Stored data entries
------------------------------------------------
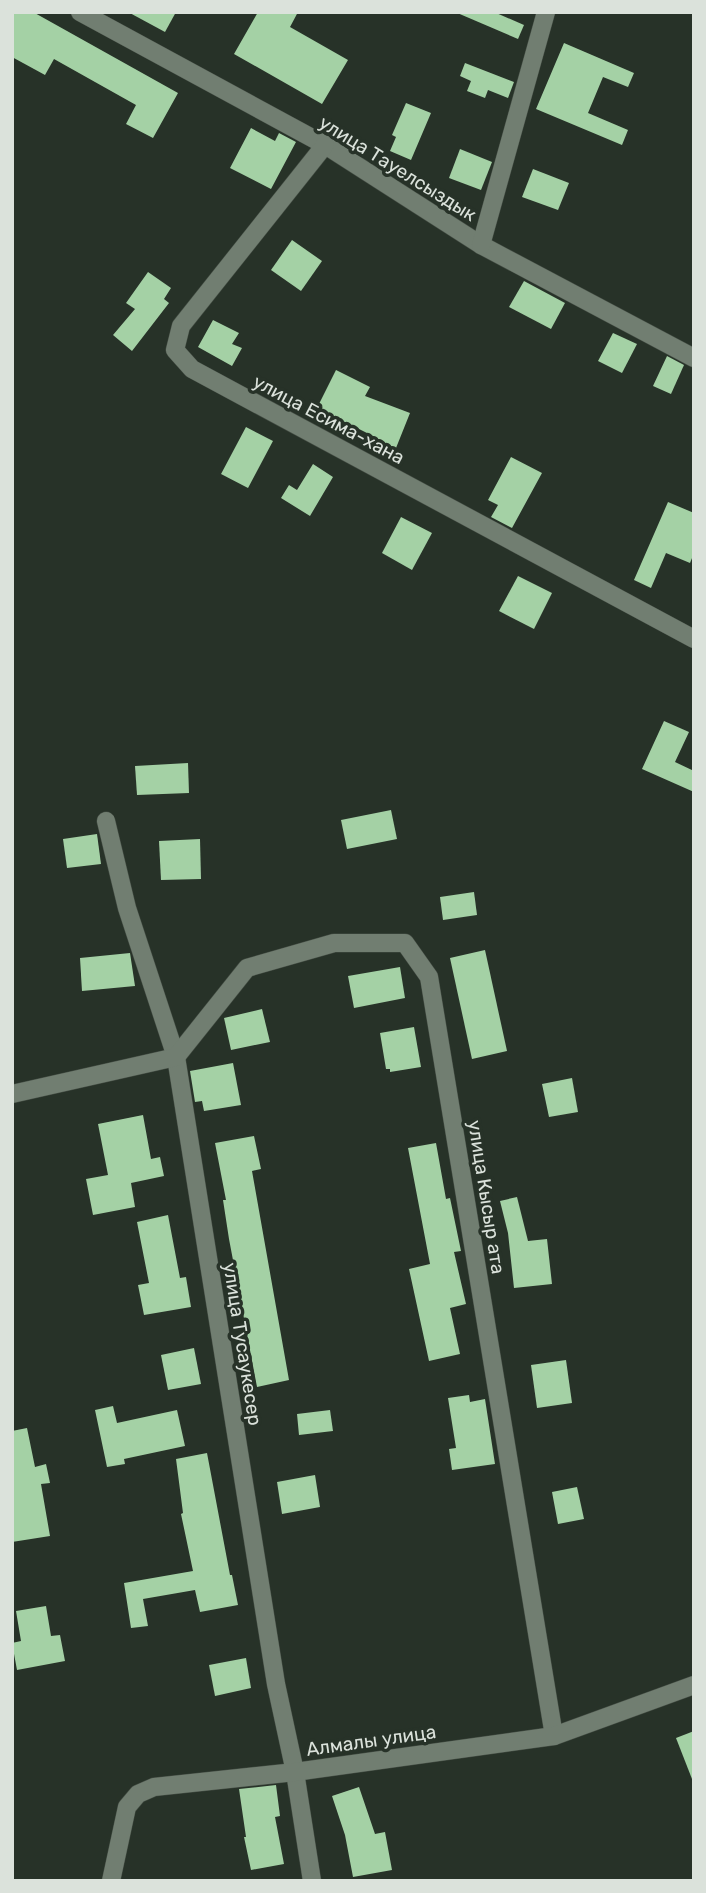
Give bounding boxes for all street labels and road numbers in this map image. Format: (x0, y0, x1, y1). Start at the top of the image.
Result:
street label: улица Тауелсыздык (315, 111, 481, 226)
street label: улица Есима-хана (249, 370, 408, 469)
street label: улица Кысыр ата (463, 1118, 510, 1276)
street label: улица Тусаукесер (218, 1261, 267, 1427)
street label: Алмалы улица (305, 1720, 438, 1761)

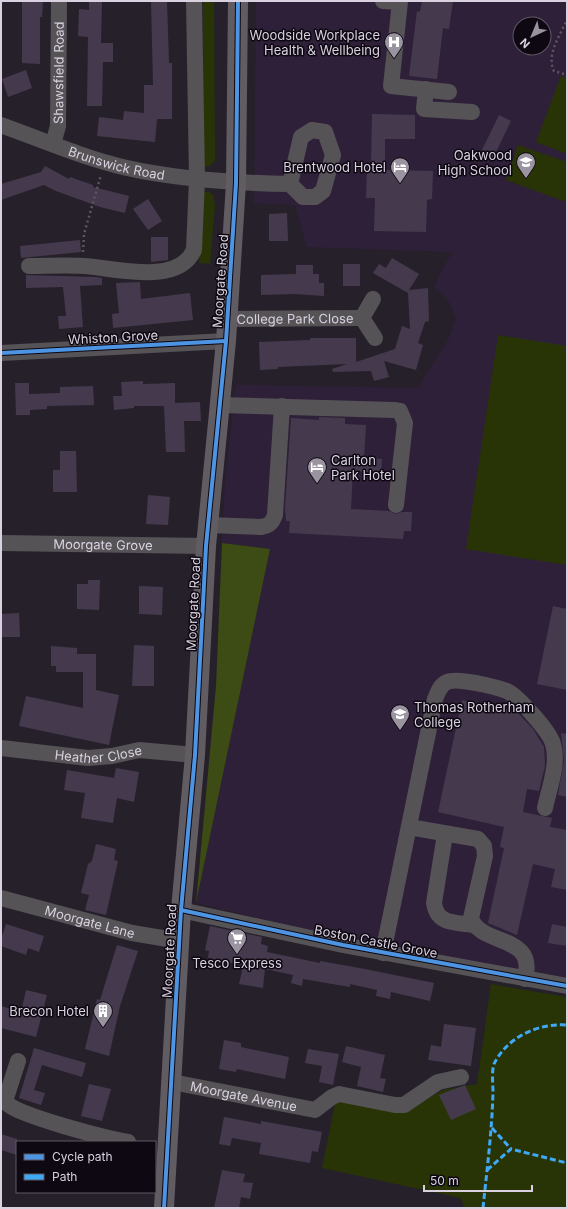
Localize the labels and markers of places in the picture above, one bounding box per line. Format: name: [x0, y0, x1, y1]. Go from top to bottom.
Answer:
------------------------------------------------
## PROBLEM TO WORK ON
Leave the pictures out and output all of the data verbatim.

## COMPLETED EXERCISE
Give bounding boxes for all street labels and road numbers in this map image. Format: (x0, y0, x1, y1). Start at the top of the image.
Result:
street label: улица Тауелсыздык (315, 111, 481, 226)
street label: улица Есима-хана (249, 370, 408, 469)
street label: улица Кысыр ата (463, 1118, 510, 1276)
street label: улица Тусаукесер (218, 1261, 267, 1427)
street label: Алмалы улица (305, 1720, 438, 1761)

Localize the labels and markers of places in the picture above, one bounding box per line. Format: name: [x0, y0, x1, y1]. Go from top to bottom.
Answer:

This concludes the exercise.